Discovering science with Dan Riskin

Ask Dan Riskin, co-host of Discovery Canada’s science show Daily Planet, what the best part of science is and he’ll tell you it’s the sharing of the process of discovery that brings the biggest smile to his face.

“It’s not that you show someone how you beat Bowser at the end of the video game, it’s that you show them how much fun Super Mario is, so that they are going to want to play the video game,” he explained during a recent interview from his studio in Toronto. “And science is better than Nintendo – I can’t believe I am saying that, but it’s true.”

Turning to his roots in biology, a discipline in which he holds a doctorate, he illustrated his point by explaining, “If you say to someone, ‘Do you want to come and see how mitochondria work?’ they are not likely going to follow you. But if you say, ‘Come on, we are going to take this animal and make it run on a treadmill,’ people are more likely to say, ‘Okay, that’s cool,’ and you sneak in the mitochondria later.”

Unfortunately, too many teachers and mentors get caught up in the details, which can squelch the fires of curiosity and discovery in those hoping to learn about a topic.

“Around my second year of grad school I saw this great graph of how fast a lion can run, and how fast a gazelle can run. With that one graph, it told the whole story of a lion chasing a gazelle, and I remember thinking, ‘Why am I not reading about lions and gazelles in a biology class until my second year of grad school? Why wasn’t that grade 10?’” he says, further illustrating his point. “Start with the lions; we’ll get to the mitochondria in time.

“The challenge when I am trying to get across science is not to help people understand how things move down a pressure gradient or how gravity and pressure are going to balance against each other, it is to encourage the curiosity that’s already inside them.”

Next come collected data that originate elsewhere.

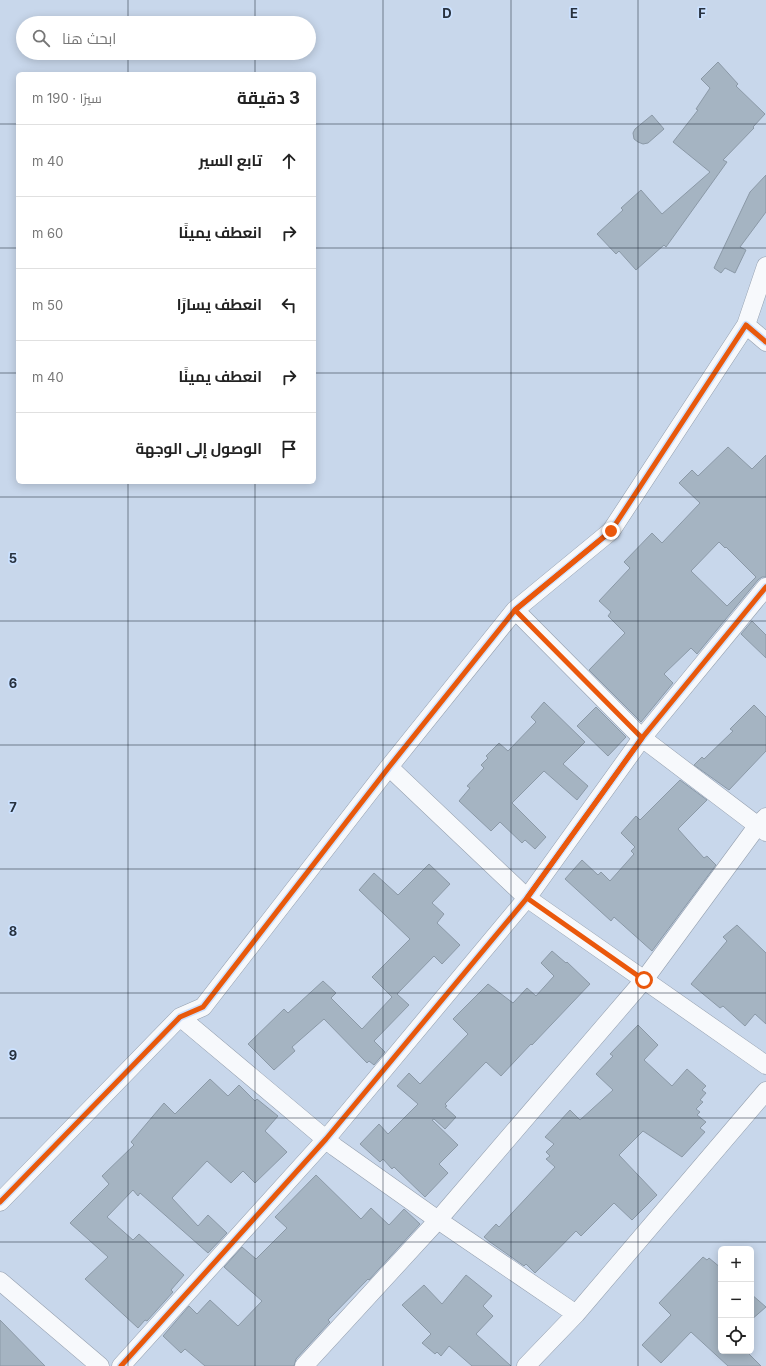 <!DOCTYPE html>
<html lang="ar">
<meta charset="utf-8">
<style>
:root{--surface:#fff;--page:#f2f2f2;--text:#222;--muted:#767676;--line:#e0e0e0}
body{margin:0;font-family:Inter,Cairo,sans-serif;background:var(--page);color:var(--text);direction:rtl}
.controls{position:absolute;right:12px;bottom:12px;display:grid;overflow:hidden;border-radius:6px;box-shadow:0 2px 10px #0003}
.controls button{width:36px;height:36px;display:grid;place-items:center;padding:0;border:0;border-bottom:1px solid var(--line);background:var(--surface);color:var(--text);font:20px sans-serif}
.stop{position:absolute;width:12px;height:12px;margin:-9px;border:3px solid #ea580c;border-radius:50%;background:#fff}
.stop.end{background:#ea580c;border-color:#fff;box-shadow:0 1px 4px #0008}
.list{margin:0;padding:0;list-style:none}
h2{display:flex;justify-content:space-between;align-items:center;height:52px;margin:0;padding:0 16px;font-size:17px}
h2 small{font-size:13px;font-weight:400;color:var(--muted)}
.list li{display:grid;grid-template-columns:26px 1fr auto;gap:12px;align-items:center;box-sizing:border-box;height:72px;padding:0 16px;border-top:1px solid var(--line)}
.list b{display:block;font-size:15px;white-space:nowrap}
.list em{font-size:13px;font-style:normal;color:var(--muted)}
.icon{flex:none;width:22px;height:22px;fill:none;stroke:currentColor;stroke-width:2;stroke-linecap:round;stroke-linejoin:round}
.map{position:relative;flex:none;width:766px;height:1366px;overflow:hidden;direction:ltr}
.search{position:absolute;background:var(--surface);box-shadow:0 2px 10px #0003;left:16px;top:16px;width:300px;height:44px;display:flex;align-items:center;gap:10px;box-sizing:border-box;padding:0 14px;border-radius:22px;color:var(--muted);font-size:15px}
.panel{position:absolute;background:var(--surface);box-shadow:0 2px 10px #0003;left:16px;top:72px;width:300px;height:412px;border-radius:6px;direction:rtl}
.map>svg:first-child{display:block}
.building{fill:#a5b4c2;stroke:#8b99a7;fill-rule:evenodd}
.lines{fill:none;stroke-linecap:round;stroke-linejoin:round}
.street-casing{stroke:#949fae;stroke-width:19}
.street{stroke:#f7f9fc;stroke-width:18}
.cycleway-casing{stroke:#cbe1ff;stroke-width:8}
.cycleway{stroke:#e8590c;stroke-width:5}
.route{stroke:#ea580c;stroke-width:5}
.grid{fill:none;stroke:#27313f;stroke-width:1;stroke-opacity:0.55}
.grid-label{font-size:13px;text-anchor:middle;font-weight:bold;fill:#27313f;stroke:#cbe1ff;stroke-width:3.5;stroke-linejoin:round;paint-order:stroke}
</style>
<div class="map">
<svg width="766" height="1366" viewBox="0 0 766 1366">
<rect width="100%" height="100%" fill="#c8d7eb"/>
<!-- building -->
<path class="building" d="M718 62 738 84 736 86 765 114 753 127 754 128 723 160 727 162 666 247 664 245 636 270 619 251 616 254 597 234 623 210 621 208 641 190 662 214 710 172 673 142 698 110 696 109 710 88 701 79Z
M652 115 664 129 648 143 643 144 638 142 634 139 633 133 635 129Z
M766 175V212L740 247 746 250 735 273 725 268 721 273 714 268 750 192Z
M728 447 752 469 766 455V577H762L758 580 697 654 691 648 664 674 673 683 641 722 589 670 625 633 608 616 611 612 599 601 630 568 624 562 652 533 662 543 700 503 679 483 692 470 698 476ZM719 542 725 548 726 547 756 577 727 606 691 571Z
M752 621 766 635V658L741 634Z
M544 702 585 742 563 764 588 786 577 800 544 771 512 803 546 837 535 849 525 840 522 843 500 822 491 831 459 801 470 788 467 786 484 768 481 765 488 758 486 756 499 743 508 751 536 722 531 717Z
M754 705 766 717V751L729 790 694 765 702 757 704 759 733 731 730 729Z
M596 707 626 737 608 756 577 726Z
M680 780 707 800 678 829 704 858 707 856 716 865 652 951 614 917 611 921 565 879 582 860 598 875 601 872 610 881 634 854 631 851 635 847 621 833 636 816 640 820Z
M429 864 450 884 432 903 444 914 437 923 460 945 442 964 434 956 397 994 409 1005 374 1041 385 1052 374 1065 369 1061 367 1063 324 1019 292 1047 295 1051 274 1070 248 1044 284 1009 288 1013 323 981 336 993 331 998 362 1029 392 997 372 977 410 939 359 890 374 873 398 895Z
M737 925 766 953V1024L755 1014 745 1026 723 1006 720 1008 691 984 727 941 723 937Z
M552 951 566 963 567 962 590 984 532 1045 531 1044 501 1076 486 1062 445 1104 447 1106 445 1107 456 1117 445 1129 434 1119 432 1120 458 1145 439 1164 448 1173 425 1197 394 1167 392 1169 383 1159 380 1162 360 1144 379 1124 388 1134 418 1104 397 1086 409 1073 420 1084 468 1034 453 1019 488 984 513 1003 527 988 536 996 554 976 541 963Z
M638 1025 658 1045 644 1060 672 1086 687 1069 706 1086 702 1090 706 1093 700 1100 703 1102 696 1109 700 1112 697 1115 706 1122 700 1128 705 1132 682 1157 643 1131 619 1155 657 1195 632 1220 614 1203 581 1236 576 1231 535 1273 526 1264 524 1266 490 1242 484 1237 496 1224 499 1227 555 1167 546 1159 550 1156 546 1152 554 1144 545 1137 570 1110 580 1120 613 1090 596 1074 613 1056 610 1054Z
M210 1079 228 1096 239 1085 255 1101 257 1099 278 1116 265 1131 287 1152 255 1183 243 1171 231 1183 207 1161 172 1198 198 1226 208 1215 227 1233 208 1253 140 1193 138 1196 133 1190 107 1217 133 1240 139 1234 184 1275 171 1290 173 1292 147 1321 145 1320 138 1328 85 1279 108 1257 70 1223 109 1184 102 1176 134 1145 131 1142 164 1103 175 1114Z
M316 1175 361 1219 371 1208 389 1225 404 1209 420 1224 369 1280 368 1279 328 1320 330 1322 296 1359 294 1366H205L185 1349 181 1353 163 1336 189 1306 197 1314 210 1300 238 1326 262 1301 224 1267 242 1247 256 1259 287 1228 275 1217Z
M703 1257 707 1260 709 1258 721 1268V1351H746L761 1366H728L691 1332 661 1363 642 1345 671 1315 659 1303Z
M466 1275 492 1296 483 1306 493 1316 476 1334 511 1366H472L449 1346 441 1356 437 1352 435 1354 422 1343 431 1334 402 1305 424 1285 442 1304Z
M751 1294 766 1307 751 1320Z
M0 1320 45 1366H0Z"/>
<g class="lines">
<defs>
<path id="street" d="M746 325 766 266
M515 610 642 738 766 832
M389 767 527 898 766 1065
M180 1017 335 1147 438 1220 576 1314
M0 1202 180 1017 203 1007 389 767 515 610 611 531 746 325 766 342
M0 1281 100 1366
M121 1366 326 1139 527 898 642 738 766 587
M304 1366 438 1220 644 980 758 825 766 817
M526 1366 576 1314 766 1091"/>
</defs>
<!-- street casing -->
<use href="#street" class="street-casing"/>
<!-- street -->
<use href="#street" class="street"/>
<defs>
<path id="cycleway" d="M0 1202 180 1017 203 1007 389 767 515 610 611 531 746 325 766 342
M121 1366 326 1139 527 898 642 738 766 587"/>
</defs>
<!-- cycleway casing -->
<use href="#cycleway" class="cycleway-casing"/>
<!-- cycleway -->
<use href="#cycleway" class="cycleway"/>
</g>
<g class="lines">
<!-- route -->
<path class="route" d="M611 531 515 610 642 738 527 898 644 980"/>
</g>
<!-- grid -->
<path class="grid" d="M128 0V23M255 0V23M383 0V1366M511 0V1366M638 0V1366M128 53V74M255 53V74M0 124H18M314 124H766M0 248H18M314 248H766M0 373H18M314 373H766M128 482V1366M255 482V1366M0 497H766M0 621H766M0 745H766M0 869H766M0 993H766M0 1118H766M0 1242H766"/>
<g class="grid-label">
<text x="447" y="18">D</text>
<text x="574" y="18">E</text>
<text x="702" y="18">F</text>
<text x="13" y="563">5</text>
<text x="13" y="688">6</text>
<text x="13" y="812">7</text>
<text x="13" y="936">8</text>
<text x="13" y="1060">9</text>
</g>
</svg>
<div class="controls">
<button>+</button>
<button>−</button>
<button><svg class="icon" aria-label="locate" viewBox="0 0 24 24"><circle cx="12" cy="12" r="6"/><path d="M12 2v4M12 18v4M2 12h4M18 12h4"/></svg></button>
</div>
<div class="stop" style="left:644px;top:980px"></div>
<div class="stop end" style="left:611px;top:531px"></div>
<div class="search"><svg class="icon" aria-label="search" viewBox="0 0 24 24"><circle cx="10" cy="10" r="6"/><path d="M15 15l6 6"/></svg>ابحث هنا</div>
<section class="panel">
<h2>3 دقيقة<small>سيرًا · 190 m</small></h2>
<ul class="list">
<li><svg class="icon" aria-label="ahead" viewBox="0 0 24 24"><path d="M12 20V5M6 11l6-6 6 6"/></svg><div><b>تابع السير</b></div><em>40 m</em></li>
<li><svg class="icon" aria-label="right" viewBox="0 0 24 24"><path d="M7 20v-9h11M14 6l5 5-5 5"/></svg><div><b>انعطف يمينًا</b></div><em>60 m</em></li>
<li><svg class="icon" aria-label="left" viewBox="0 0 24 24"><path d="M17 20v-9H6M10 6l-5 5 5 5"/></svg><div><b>انعطف يسارًا</b></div><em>50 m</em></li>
<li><svg class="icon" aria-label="right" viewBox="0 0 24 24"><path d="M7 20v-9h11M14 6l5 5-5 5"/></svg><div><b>انعطف يمينًا</b></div><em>40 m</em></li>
<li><svg class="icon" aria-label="arrive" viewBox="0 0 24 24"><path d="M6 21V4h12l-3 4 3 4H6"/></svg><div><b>الوصول إلى الوجهة</b></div></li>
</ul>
</section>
</div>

Science and the mechanical trades
“Often people think that a scientist is a researcher for NASA, or somebody who ends up being a doctor, but there are people using those tools all over the place, all the time, and they have real interesting jobs that are exciting,” said Riskin, giving a nod to the practical application of physics, chemistry and biology that professionals in the mechanical trades deal with every day. “A lot of science happens without anybody realizing it,” he said.

“The whole thing that scientists love about being scientists, and engineers love about being engineers, and technicians love about being technicians is that you get a problem and you have to be creative and solve it,” says Riskin. “You may have solved similar problems before, which gives you a head start, but ultimately every problem is a little bit different, and there’s never an expert standing at the front of the room who is going to tell you the answer – and if there were, it would not be as much fun.”

Natural doesn’t mean safe
As the host of Monsters Inside Me, which is heading into a fourth season, Riskin has had the chance to explore a side of the natural world that’s not often talked about.

“The thing about Monsters Inside Me is that it reminds me of just how brutal Mother Nature can be,” he says. “I am working on this book, Mother Nature is Trying to Kill You, and it is a tour of all the horrible ways that Mother Nature is trying to get us.”

Most people don’t like to think about the viruses, parasites, and water and airborne pathogens that can do significant harm to one’s health.

“We live in a society where people don’t even know that it is brutal out there,” says Riskin. “They have this idea that nature is the warm fuzzy bag of peaches that just wants to give you a hug and a kiss. There are ways in which nature can inspire us, but nature created viruses, SARS, you name it. It’s a battle out there. What I am struck by all the time, especially in the popular media, is this move to an unquestioned ‘natural is good.’ We often hear, ‘If nature made it, it is good for you,’ and that’s just not true.”

One of the reasons why so many North Americans are oblivious to the dangers surrounding them, he explains, is the modern sanitary systems and infrastructure that exist to keep us safe.

“The fact that we live in a society where we don’t even know about those threats, that’s a testament to the work that your readers do, filtering the water and filtering the air,” says Riskin. “It’s a dangerous world out there. Thank goodness that people do good work to keep us safe.”